Due to the incompleteness of the long-term bond market, it is necessary to extrapolate the term structure of the corporate bond interest rates beyond the maturity of the longest dated market-available instrument. The current extrapolation method (according to a CIA Educational Note)1 that extends the smoothed or regressed function beyond the LLP to complete the yield curve, can be very risky and chaotic. Under both interpolation and extrapolation, smoothing of the discontinuous bond prices is susceptible to both parameter and model risk.

This paper proposes to use an ultimate forward rate (UFR) method to extrapolate the corporate yield. This is a subjective method that extrapolates the liquid market interest rates such that they converge in the long run to an unconditional ultimate forward rate. Different from the UFR method adopted in Europe, the Canadian UFR includes additional default risk premium so as to adjust the spread between government and corporate long-term yields.
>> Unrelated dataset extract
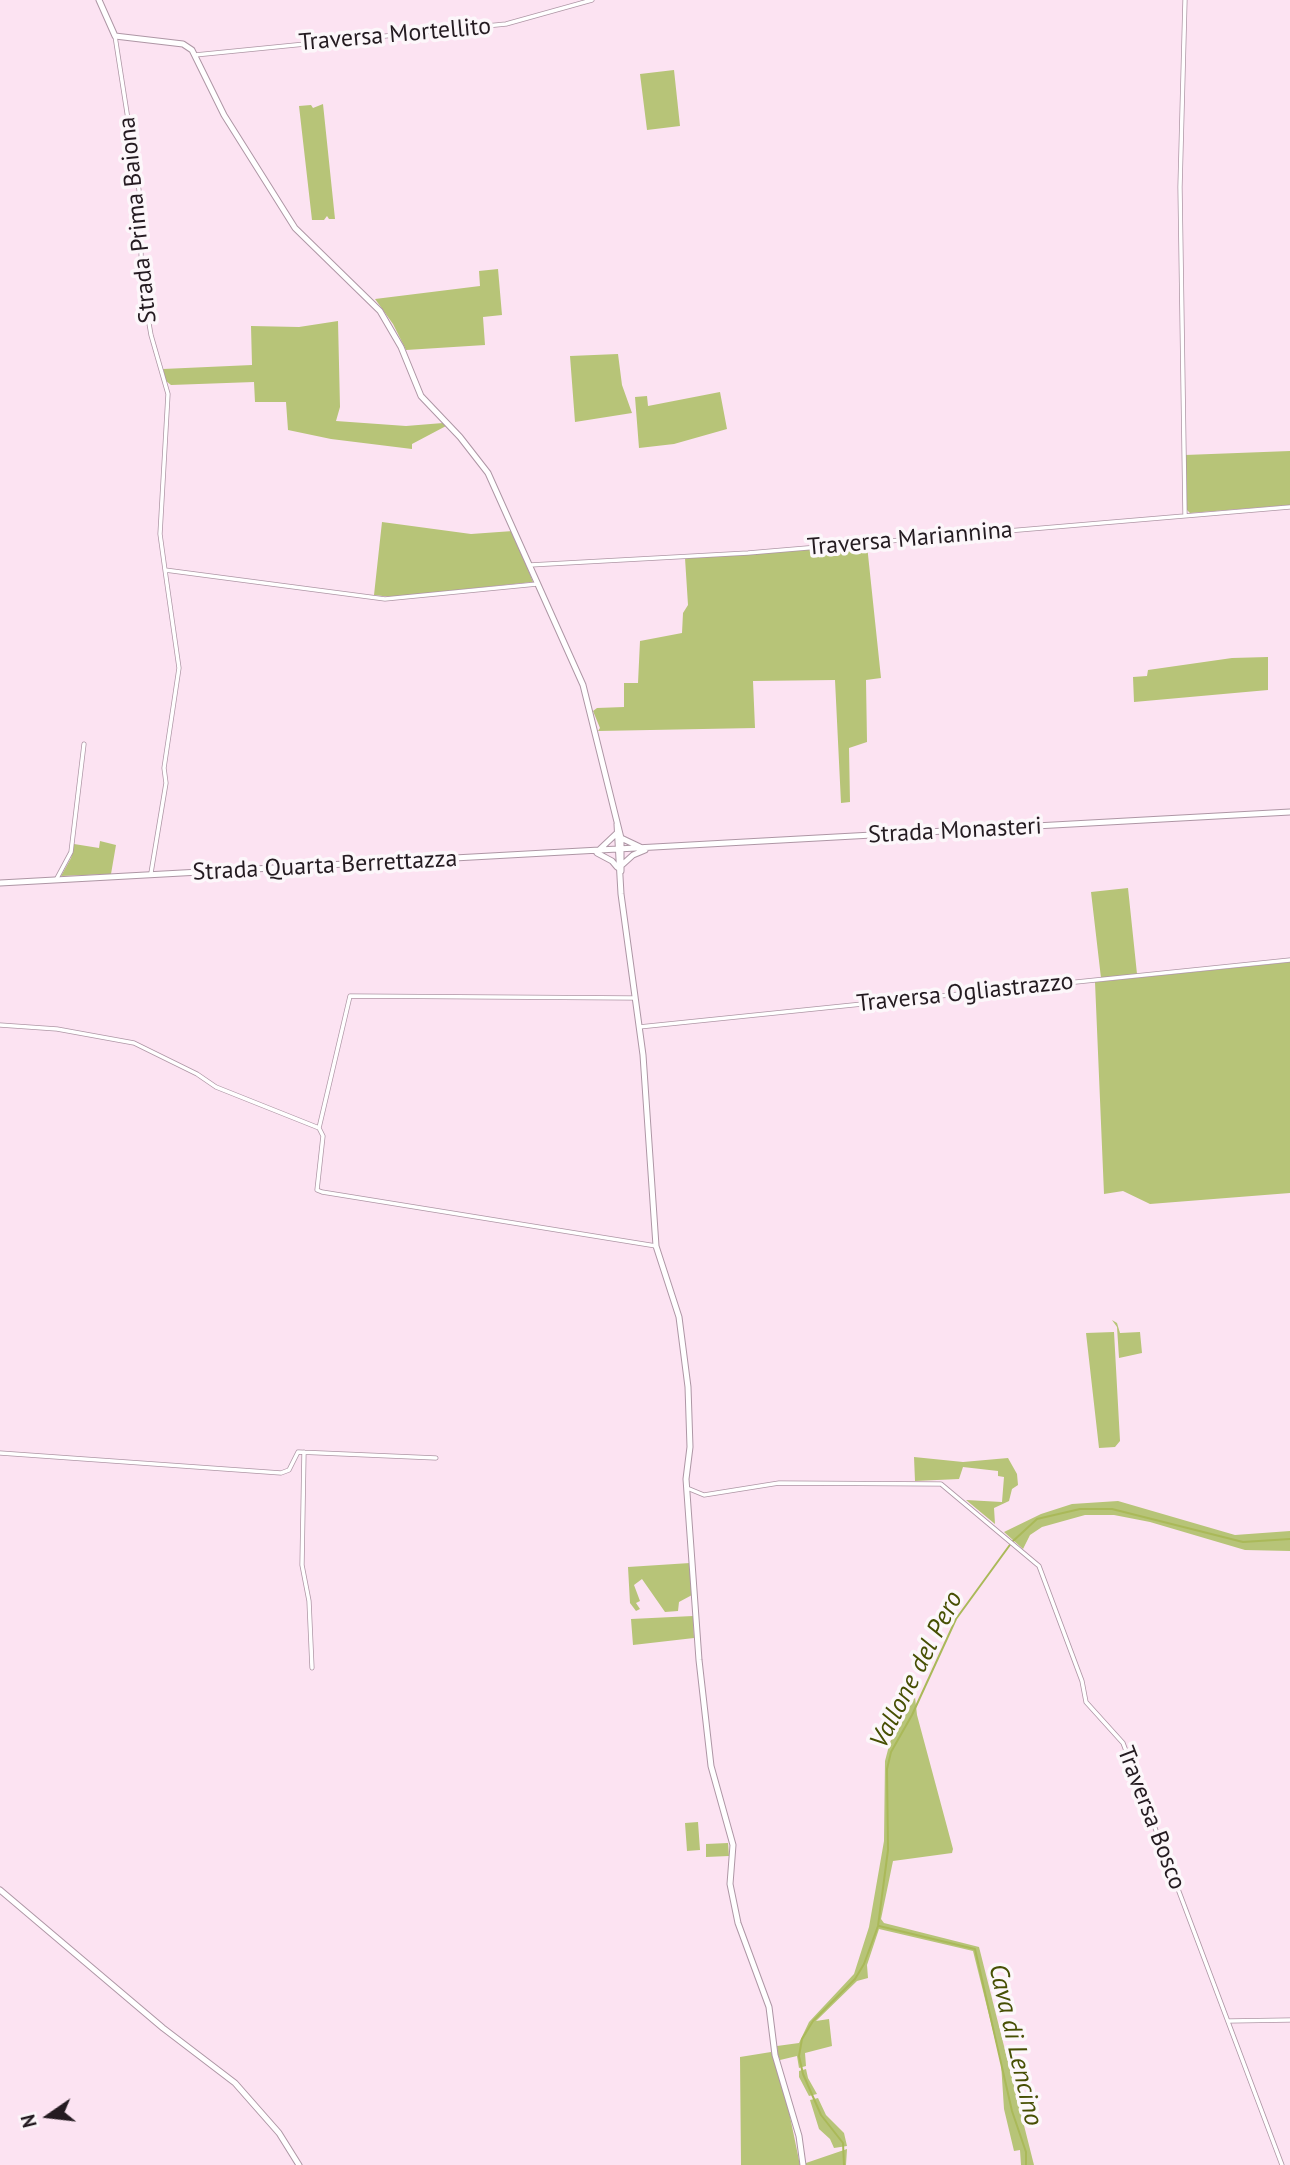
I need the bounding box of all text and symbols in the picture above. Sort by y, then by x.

The adoption of UFR provides two possible benefits: First, it effectively shrinks the pricing volatility caused by model risk and it stabilize the liability valuation under different phases of business cycles. Second, it also reduces the required funding under the low rate environment.

Footnotes

[1] The Canadian Institute of Actuaries (CIA), “Accounting Discount Rate Assumption for Pension and Postemployment Benefit Plans“, (SEPT 2011)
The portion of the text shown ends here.